Shrimp with Fresh Corn Grits


If shrimp and grits are available on a menu, you know that's what I'm ordering! From the Faded Rose in Little Rock, AR to Ella's in Tampa, FL I have favorites all over the place. Bon Appetit Magazine always has the best recipes, so when I wanted to make my own I started there - with this old recipe from September 2011. It was fine, but still not as good as what I could get down the hill at Faded Rose. 

Then last month, I saw their recipe for Shrimp with Fresh Corn Grits and stopped dead in my tracks. It was simple, straightforward, and classic. Last week we tried the new recipe and loved it so much I made it two nights in a row! 

To get the awesome flavors in this dish, you'll primarily being using seasonings you already have in the kitchen. It may be a little late in our relationship to mention this - but I have a thing for pantry staples. I love keeping a well stocked pantry so that when I set out to grocery shop I usually just have to pick up the vegetables and meat (if we are using any). Living in Florida, I am getting spoiled on the great shrimp and seafood we have access to - not to mention the farmer's market that is open seven days week for produce! It's going to be tough if we ever have to move from here!

Here, is the Bon Appetit recipe from July 2014 with the few modifications I made! Enjoy!

Shrimp with Fresh Corn Grits




3 ears of corn, husked
2 cups low-sodium chicken broth
1 cup whole milk
¾ cup grits (not instant)
2 tbs unsalted butter
Salt and freshly ground black pepper
¼ cup olive oil
2 garlic cloves, thinly sliced
½ tsp dried oregano
½ tsp smoked paprika and of cayenne pepper
1½ pound large shrimp, peeled
Fresh chives (optional, for serving)

Grate 2 ears of corn over a medium bowl, catching as much juice as possible; set aside. Cut kernels from remaining ear of corn into another medium bowl; set aside.

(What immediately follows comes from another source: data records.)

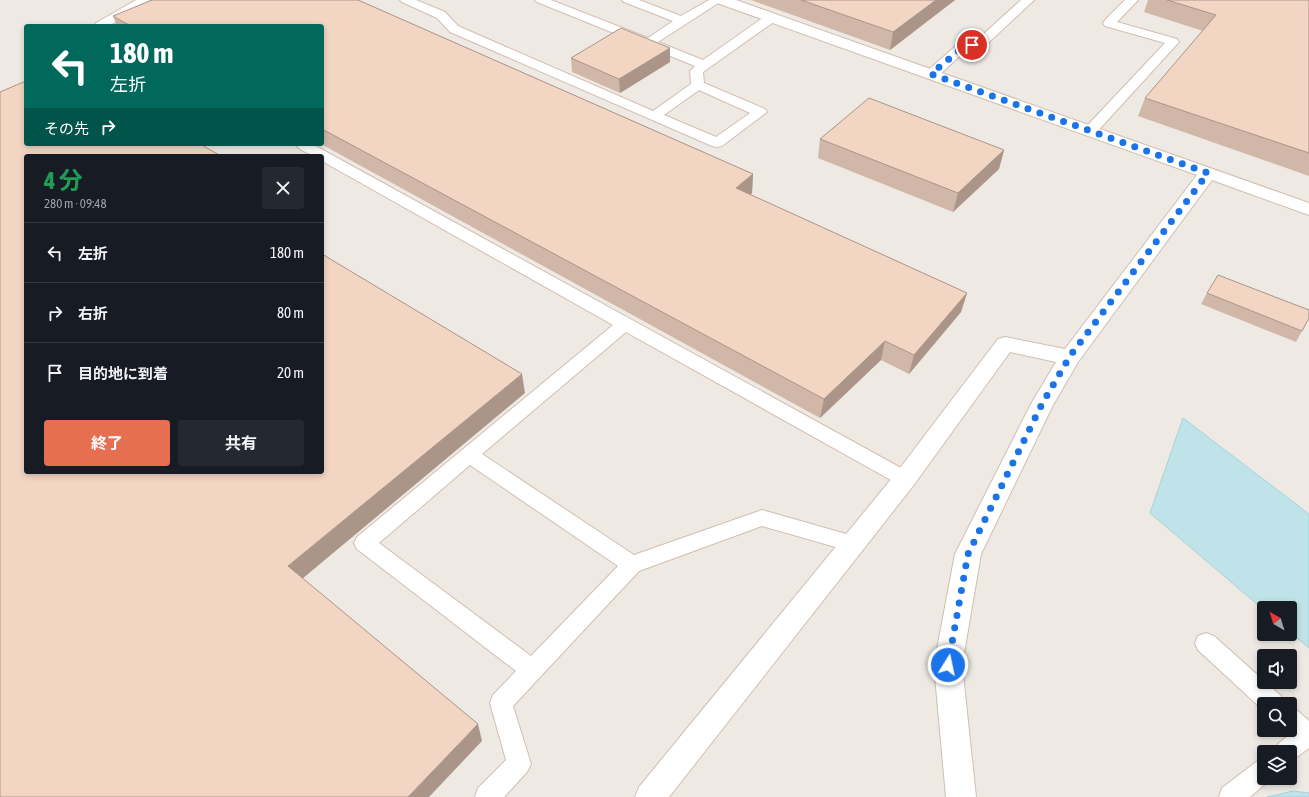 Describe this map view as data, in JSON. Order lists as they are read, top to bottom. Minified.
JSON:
{"north":"top left","page":{"turn":["180 m","左折"],"then":"その先","heading":["4 分","280 m · 09:48"],"list":[{"name":"左折","value":"180 m"},{"name":"右折","value":"80 m"},{"name":"目的地に到着","value":"20 m"}],"buttons":["終了","共有"]}} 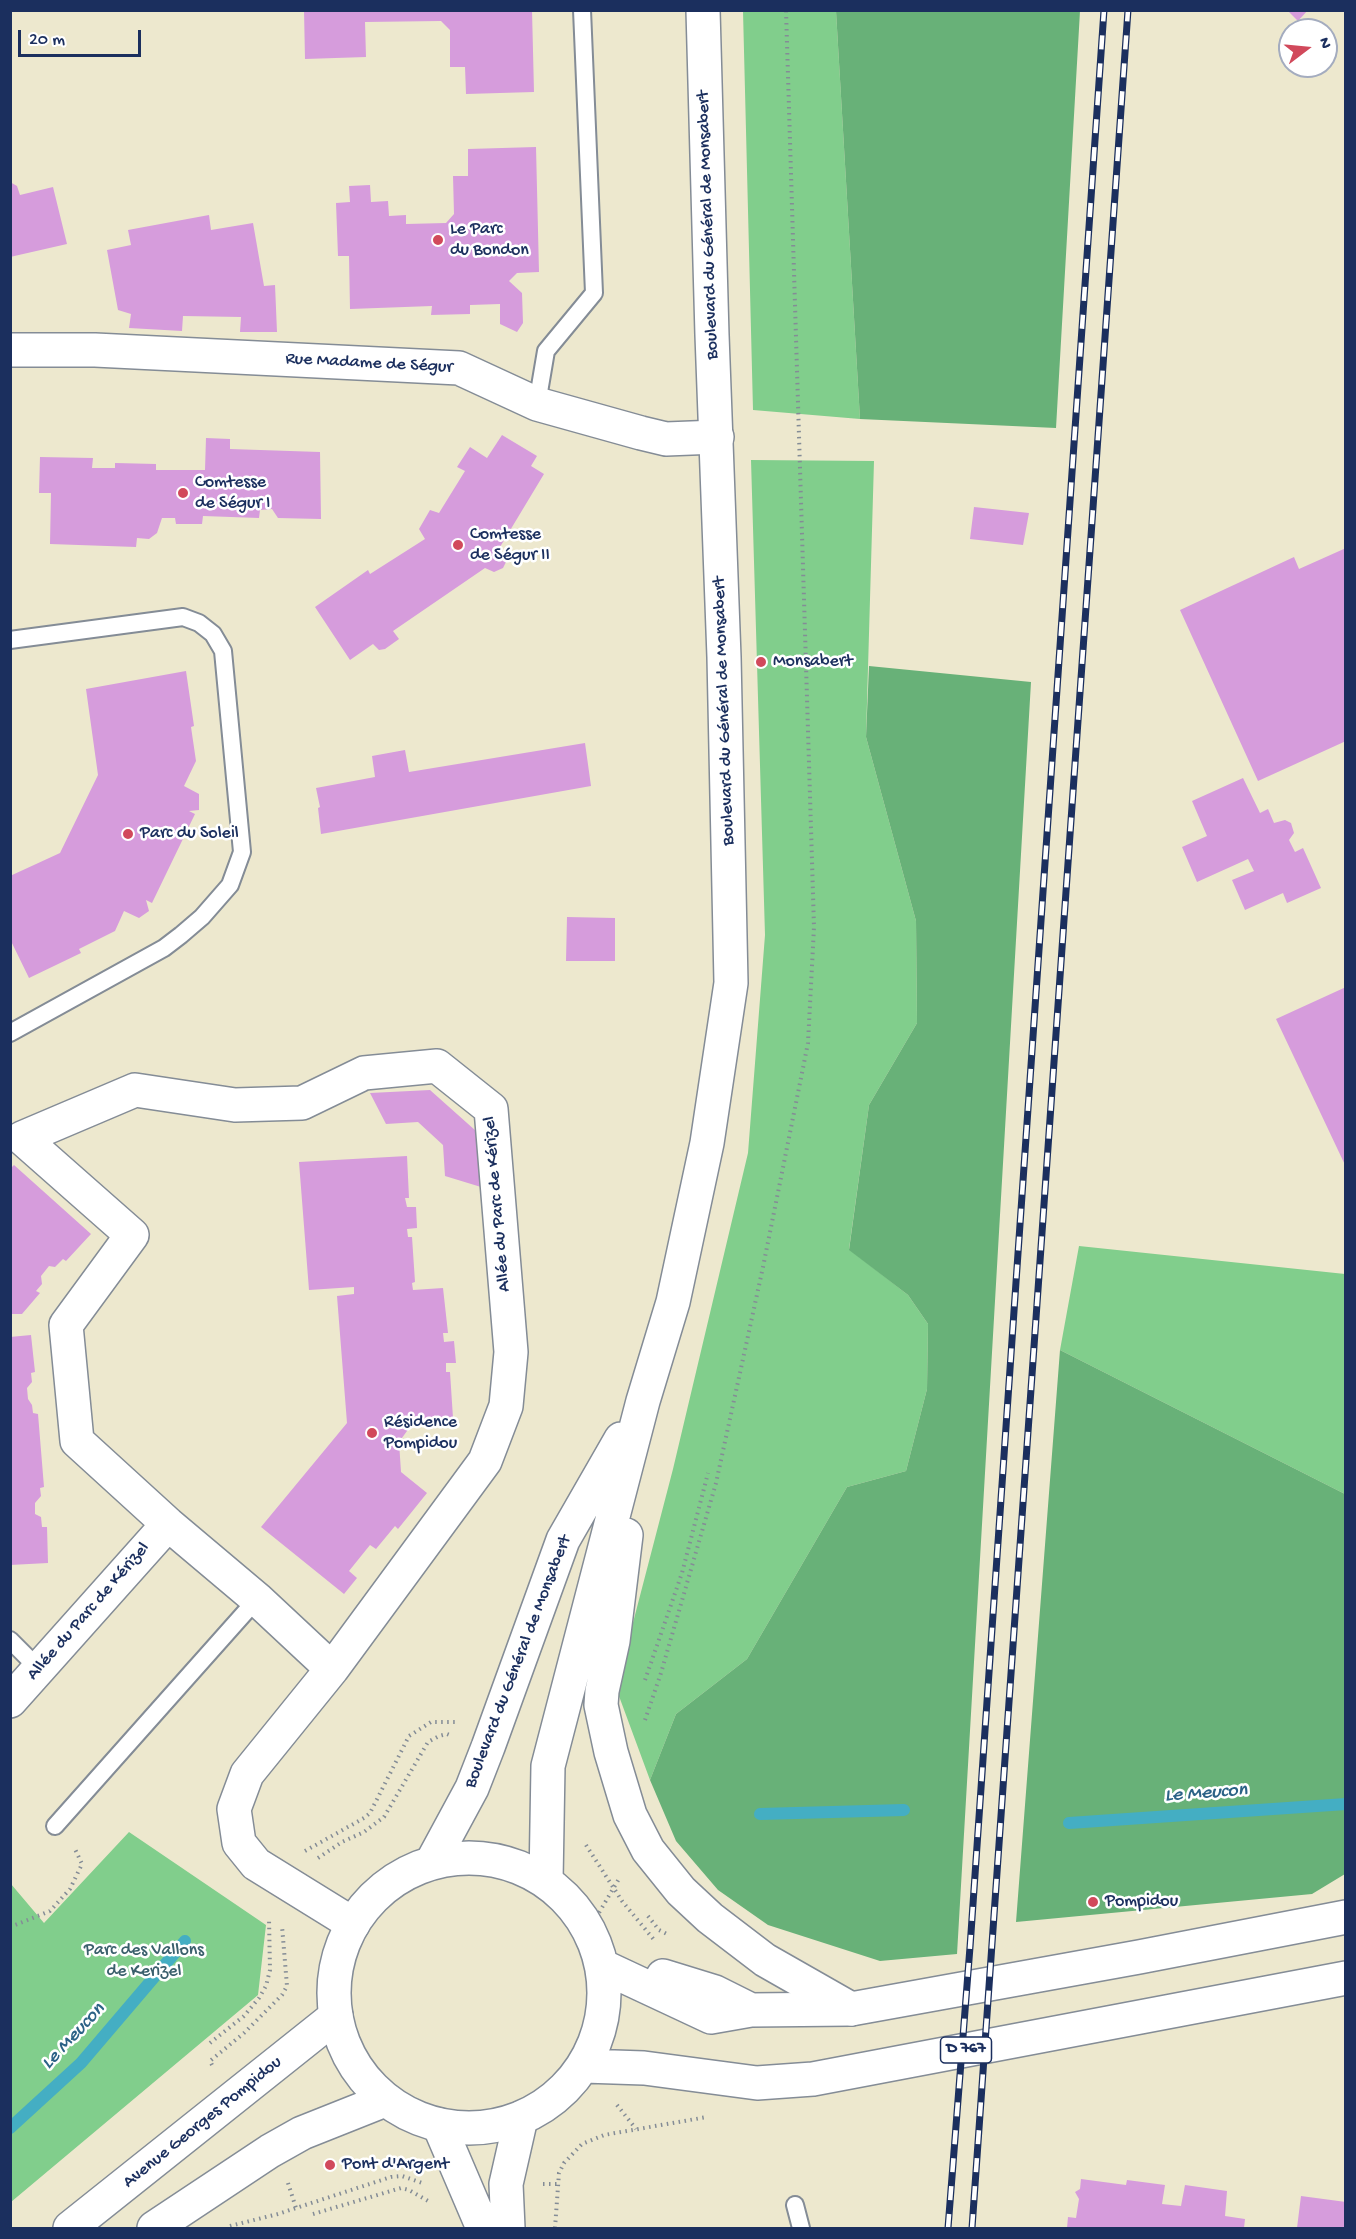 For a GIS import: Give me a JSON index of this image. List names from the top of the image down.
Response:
{
  "streets": {
    "main road": [
      "Boulevard du Général de Monsabert",
      "Rue Madame de Ségur",
      "Allée du Parc de Kérizel",
      "D 767",
      "Avenue Georges Pompidou"
    ]
  },
  "crossings": [
    ["Boulevard du Général de Monsabert", "Rue Madame de Ségur"]
  ],
  "water": ["Le Meucon"],
  "parks": ["Parc des Vallons de Kerizel"],
  "places": [
    "Le Parc du Bondon",
    "Comtesse de Ségur I",
    "Comtesse de Ségur II",
    "Monsabert",
    "Parc du Soleil",
    "Résidence Pompidou",
    "Pompidou",
    "Pont d'Argent"
  ],
  "scale_bar": "20 m",
  "north": "right"
}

Bring broth, milk, and 1½ cups water to a boil in a medium saucepan. Reduce heat so liquid is at a simmer and gradually whisk in grits. Simmer, whisking often, until grits are very tender, 20–25 minutes. Mix in butter and reserved grated corn; season with salt and pepper.

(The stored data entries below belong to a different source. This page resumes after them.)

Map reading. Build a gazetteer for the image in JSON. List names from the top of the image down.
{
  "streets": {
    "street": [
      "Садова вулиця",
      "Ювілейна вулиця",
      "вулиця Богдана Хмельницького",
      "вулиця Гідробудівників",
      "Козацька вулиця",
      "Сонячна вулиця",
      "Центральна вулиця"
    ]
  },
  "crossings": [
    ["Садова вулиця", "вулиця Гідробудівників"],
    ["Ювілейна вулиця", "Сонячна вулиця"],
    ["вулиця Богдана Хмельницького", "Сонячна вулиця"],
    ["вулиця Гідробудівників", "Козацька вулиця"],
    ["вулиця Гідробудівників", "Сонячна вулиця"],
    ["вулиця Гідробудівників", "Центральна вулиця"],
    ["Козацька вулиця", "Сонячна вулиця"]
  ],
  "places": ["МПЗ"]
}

Fifteen minutes after you have added grits to saucepan, heat oil in a large skillet over medium-high heat. Cook garlic, oregano, and paprika, stirring, until fragrant, about 30 seconds. Add reserved kernels and cook, stirring occasionally, until golden brown and beginning to pop, about 3 minutes.

Add shrimp and cook, tossing occasionally, until cooked through, about 4 minutes.

Serve shrimp and corn over grits topped with chives.